Неприкасаемые (Буало-Нарсежак) - страница 23

— Что-нибудь обязательно да найдется. Вот увидишь. Муж Денизы семь месяцев сидел без работы, а он все-таки отличный электрик. Всегда потом все само собой устраивается. Только не нужно сдаваться.

Мы обедаем, и она вновь уходит. Вымыв посуду и пройдясь быстренько с метлой по квартире, я пишу несколько писем директорам частных учебных заведений, ибо искренне полагаю, что единственная работа, которая мне по плечу, это учительская. Обучать грамматике и орфографии ребятишек лет двенадцати мне вполне по силам, а частных учебных заведений, слава богу, хватает. Они все носят чьи-нибудь громкие и немного пугающие имена. Именно поэтому я пишу весьма осмотрительно. У читающего не должно создаваться впечатления, будто бы я захудалый проситель с улицы. Но мне нельзя выглядеть и чрезмерно самоуверенным, тем более что мои дипломы тянут не намного. И приходится, скажем, гадать, стоит ли сообщать о том, что я долгое время служил секретарем известного писателя. Репутация Лангруа, по всей видимости, не слишком очарует администрацию таких учебных заведений, как лицей имени Анатоля Франса или Поля Валери.

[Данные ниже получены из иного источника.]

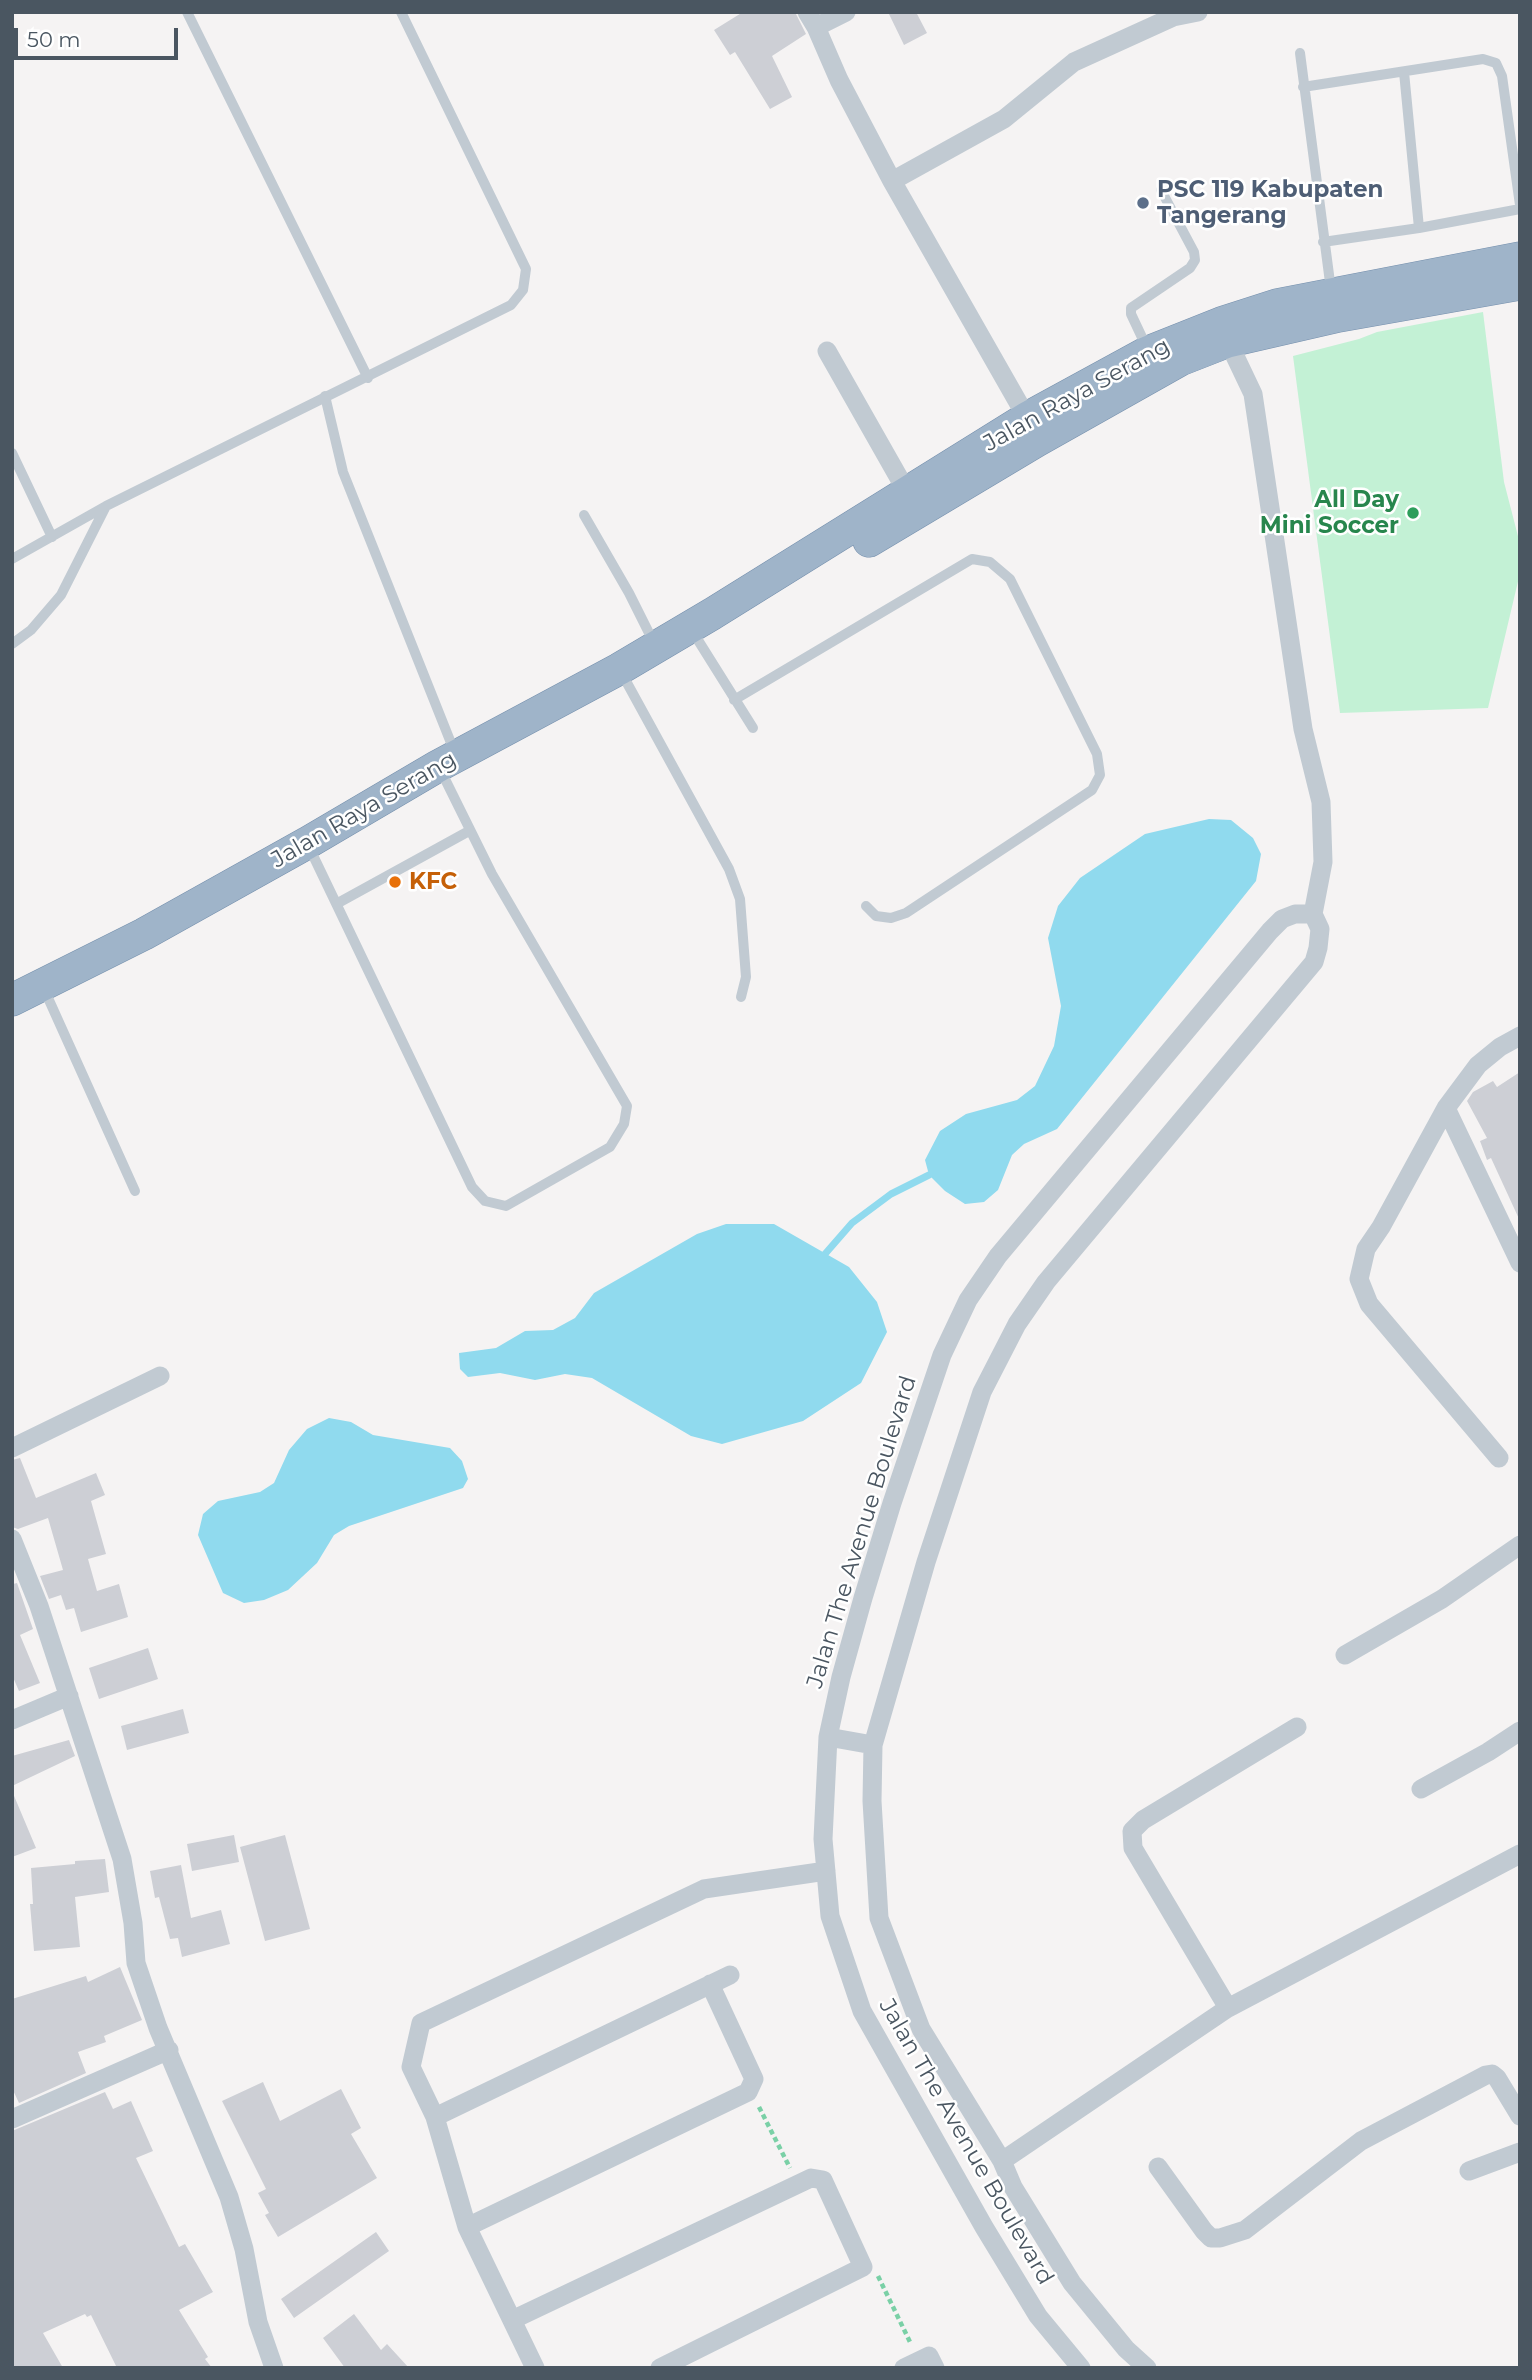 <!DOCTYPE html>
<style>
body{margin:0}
#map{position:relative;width:1532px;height:2380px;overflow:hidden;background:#f5f3f3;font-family:Montserrat,sans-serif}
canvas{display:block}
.frame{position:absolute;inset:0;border:14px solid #4a5661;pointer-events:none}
.scale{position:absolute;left:14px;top:28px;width:164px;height:32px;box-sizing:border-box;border:4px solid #4a5661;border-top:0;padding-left:9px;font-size:21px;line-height:24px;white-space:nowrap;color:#4a5661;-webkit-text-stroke:5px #fff;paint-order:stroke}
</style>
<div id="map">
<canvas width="1532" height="2380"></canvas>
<div class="frame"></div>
<div class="scale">50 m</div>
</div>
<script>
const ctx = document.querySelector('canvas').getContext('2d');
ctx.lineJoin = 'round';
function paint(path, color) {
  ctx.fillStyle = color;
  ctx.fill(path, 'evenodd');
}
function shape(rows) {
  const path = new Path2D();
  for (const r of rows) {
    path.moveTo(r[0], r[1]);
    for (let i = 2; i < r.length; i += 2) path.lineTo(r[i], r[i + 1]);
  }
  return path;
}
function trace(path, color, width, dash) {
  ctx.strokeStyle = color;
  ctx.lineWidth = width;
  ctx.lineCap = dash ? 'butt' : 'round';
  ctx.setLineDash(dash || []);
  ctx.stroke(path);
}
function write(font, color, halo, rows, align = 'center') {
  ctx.font = font + ' Montserrat,sans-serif';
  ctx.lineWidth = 5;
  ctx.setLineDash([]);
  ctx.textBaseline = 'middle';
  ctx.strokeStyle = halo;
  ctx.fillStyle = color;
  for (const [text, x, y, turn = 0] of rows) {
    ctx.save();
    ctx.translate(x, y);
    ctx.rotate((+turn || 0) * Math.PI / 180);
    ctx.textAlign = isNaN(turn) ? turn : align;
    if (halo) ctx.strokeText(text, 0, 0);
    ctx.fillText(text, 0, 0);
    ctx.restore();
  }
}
const green = shape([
 [1483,312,1504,482,1520,544,1520,573,1488,708,1340,713,1293,356,1359,339,1377,332]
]);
const water = shape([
 [1209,819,1231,820,1253,838,1261,854,1256,881,1057,1129,1024,1144,1012,1155,998,1190,984,1202,965,1204,945,1191,929,1175,925,1160,940,1131,966,1114,1017,1100,1035,1086,1054,1046,1061,1006,1048,938,1058,906,1080,878,1145,834],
 [726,1224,774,1224,849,1267,877,1302,887,1332,861,1383,803,1421,722,1444,691,1436,592,1378,565,1374,535,1380,500,1373,468,1377,460,1369,459,1353,496,1348,525,1331,553,1330,575,1318,594,1293,697,1234],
 [329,1418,351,1422,373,1435,450,1448,462,1461,468,1479,463,1488,349,1526,334,1535,317,1563,288,1590,264,1600,244,1603,223,1593,198,1535,203,1514,218,1501,260,1492,274,1483,289,1450,307,1429]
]);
const stream = shape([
 [825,1254,852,1223,891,1194,929,1175]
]);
const building = shape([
 [743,12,795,12,806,34,772,56,792,97,770,109,735,52,730,55,714,30],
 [888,12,916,12,927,33,904,45],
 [1520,1072,1520,1221,1491,1158,1487,1160,1480,1141,1487,1138,1467,1101,1473,1092,1493,1081,1497,1087],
 [20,1458,36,1498,96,1473,105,1495,91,1501,106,1554,88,1559,97,1591,119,1584,128,1617,81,1632,74,1608,66,1610,61,1595,49,1599,40,1576,63,1570,48,1518,18,1529,12,1527,12,1460],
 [12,1581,13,1584,17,1583,33,1629,20,1635,40,1683,19,1691,12,1675],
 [148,1648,158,1679,99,1699,89,1668],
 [183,1709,189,1733,127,1750,121,1726],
 [69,1740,75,1756,12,1786,12,1756],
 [12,1791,36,1848,12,1857],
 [234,1835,239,1862,192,1871,187,1844],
 [285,1835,310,1929,265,1941,240,1847],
 [105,1859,109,1892,75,1897,80,1947,34,1951,30,1904,33,1904,31,1868,75,1864,75,1861],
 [181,1865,191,1918,221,1910,230,1944,182,1957,178,1938,170,1939,159,1897,155,1898,150,1871],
 [120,1967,142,2020,104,2036,106,2042,78,2052,86,2073,19,2103,12,2088,12,1999,86,1976,88,1982],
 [263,2082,280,2121,341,2089,361,2128,351,2134,377,2178,278,2237,265,2215,269,2213,258,2193,266,2189,222,2101],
 [105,2092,113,2109,131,2101,153,2151,136,2158,179,2247,185,2244,213,2292,179,2310,208,2357,205,2359,212,2368,117,2368,91,2315,87,2317,85,2314,43,2333,63,2368,12,2368,12,2131],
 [376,2232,389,2251,294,2318,281,2299],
 [354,2314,381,2350,387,2344,409,2368,345,2368,323,2338]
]);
const path = shape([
 [759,2107,790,2168],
 [878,2276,911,2344]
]);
const service = shape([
 [187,12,368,378],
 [1300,53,1331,290],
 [1303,87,1483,59,1496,63,1502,76,1520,205],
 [1419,228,1520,209],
 [1323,242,1419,228,1404,72],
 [1147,348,1131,314,1131,308,1190,268,1195,260,1194,252,1161,190],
 [325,396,343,472,455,753],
 [12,453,52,537],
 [584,515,629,593,655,645],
 [12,559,106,506],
 [691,629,753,728],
 [12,644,31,630,61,595,106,506,511,305,523,290,526,269,401,12],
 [621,672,729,869,740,899,746,977,741,997],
 [734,700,972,559,990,562,1010,579,1097,754,1100,775,1092,790,906,913,891,918,876,916,866,906],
 [309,847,472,1187,485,1201,506,1206,610,1147,624,1124,627,1106,492,874,440,769],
 [338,903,469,831],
 [44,989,135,1191]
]);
const minor = shape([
 [807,12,816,27,839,80,892,181,1027,418],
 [816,27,846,12],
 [892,181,1004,119,1074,62,1173,17,1198,12],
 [827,351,907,492],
 [1446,1108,1520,1263],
 [12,1448,160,1376],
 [1499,1458,1369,1304,1359,1279,1366,1249,1381,1227,1446,1108,1478,1065,1500,1047,1520,1036],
 [12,1539,39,1606,122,1859,133,1923,136,1963,158,2028,229,2197,244,2249,258,2322,274,2368],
 [1345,1655,1442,1599,1520,1545],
 [12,1720,69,1696],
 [828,1737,873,1745],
 [1421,1789,1488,1752,1520,1731],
 [1228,2008,1133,1848,1132,1831,1143,1820,1297,1727],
 [435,2117,730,1975],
 [12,2119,169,2050],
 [1002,2161,1228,2008,1520,1854],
 [1158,2167,1204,2231,1211,2238,1220,2238,1245,2230,1361,2141,1486,2075,1492,2074,1497,2078,1520,2116],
 [1469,2171,1520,2152],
 [467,2227,748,2092,754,2079,710,1984],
 [512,2320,811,2178,823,2180,863,2267,660,2368],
 [535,2368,467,2227,435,2117,411,2067,421,2023,704,1889,826,1871],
 [904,2368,929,2356,935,2368],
 [1081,2368,1038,2316,984,2227,862,2011,830,1916,823,1839,828,1737,841,1677,863,1598,892,1503,942,1355,968,1300,998,1256,1270,931,1282,919,1295,914,1313,914],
 [1147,2368,1126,2349,1072,2283,1013,2187,1002,2161,921,2029,879,1918,872,1801,873,1745,926,1562,982,1392,1017,1324,1046,1282,1314,962,1318,948,1320,929,1313,914,1323,862,1321,802,1303,729,1253,394,1224,333]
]);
const trunk = shape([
 [869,541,1038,440,1180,360,1226,342,1339,316,1520,284],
 [12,1000,144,934,307,843,438,766,619,669,712,614,1027,418,1148,352,1221,323,1277,305,1520,258]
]);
const markers = [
 [1143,203,7,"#5c6f8a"],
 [1413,513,7,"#2e9e5b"],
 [395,882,7,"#e8710a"]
];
const serviceNames = [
 ["PSC 119 Kabupaten",1157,190],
 ["Tangerang",1157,216]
];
const streetNames = [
 ["Jalan Raya Serang",1077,395,-29],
 ["Jalan Raya Serang",364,810,-30],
 ["Jalan The Avenue Boulevard",862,1532,-73],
 ["Jalan The Avenue Boulevard",966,2142,60]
];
const leisureNames = [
 ["All Day",1399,500],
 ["Mini Soccer",1399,526]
];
const foodNames = [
 ["KFC",409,882]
];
paint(green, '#c3f1d5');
paint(water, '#90daee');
trace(stream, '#90daee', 7);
paint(building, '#cdcfd5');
trace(trunk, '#7690ad', 33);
trace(path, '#7ad0a6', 4.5, [5, 3.5]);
trace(service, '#c1cad2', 10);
trace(minor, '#c1cad2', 19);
trace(trunk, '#9fb4c9', 32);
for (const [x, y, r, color] of markers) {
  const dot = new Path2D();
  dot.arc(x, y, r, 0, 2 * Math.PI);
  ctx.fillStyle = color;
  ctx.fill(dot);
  trace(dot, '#fff', 2.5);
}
write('bold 23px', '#4e5e75', '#fff', serviceNames, 'left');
write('23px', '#4a5661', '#fff', streetNames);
write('bold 23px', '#27864d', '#fff', leisureNames, 'right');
write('bold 23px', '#c56008', '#fff', foodNames, 'left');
</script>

Написав два письма, я впадаю в уныние и останавливаюсь, голова гудит от обрывков фраз. И самое ужасное — что никто даже не считает нужным мне ответить. Существуют — я в том совершенно уверен — десятки желающих занять то же место, и их научные звания имеют наверняка больше веса, нежели мои. Но я все равно не прекращу рассылать письма. После этого я немного гуляю, для здоровья, точно так же, как кто-то прогуливает собаку. Иногда меня охватывает сознание собственной ненужности. Я останавливаюсь перед витриной или на краю тротуара. И так скверно внезапно становится на душе, как у калеки, что страдает по ампутированной конечности. Мимо меня проходит безразличная толпа. Я ни с кем не близок, ну разве что с хозяином небольшого кафе, куда я привык захаживать.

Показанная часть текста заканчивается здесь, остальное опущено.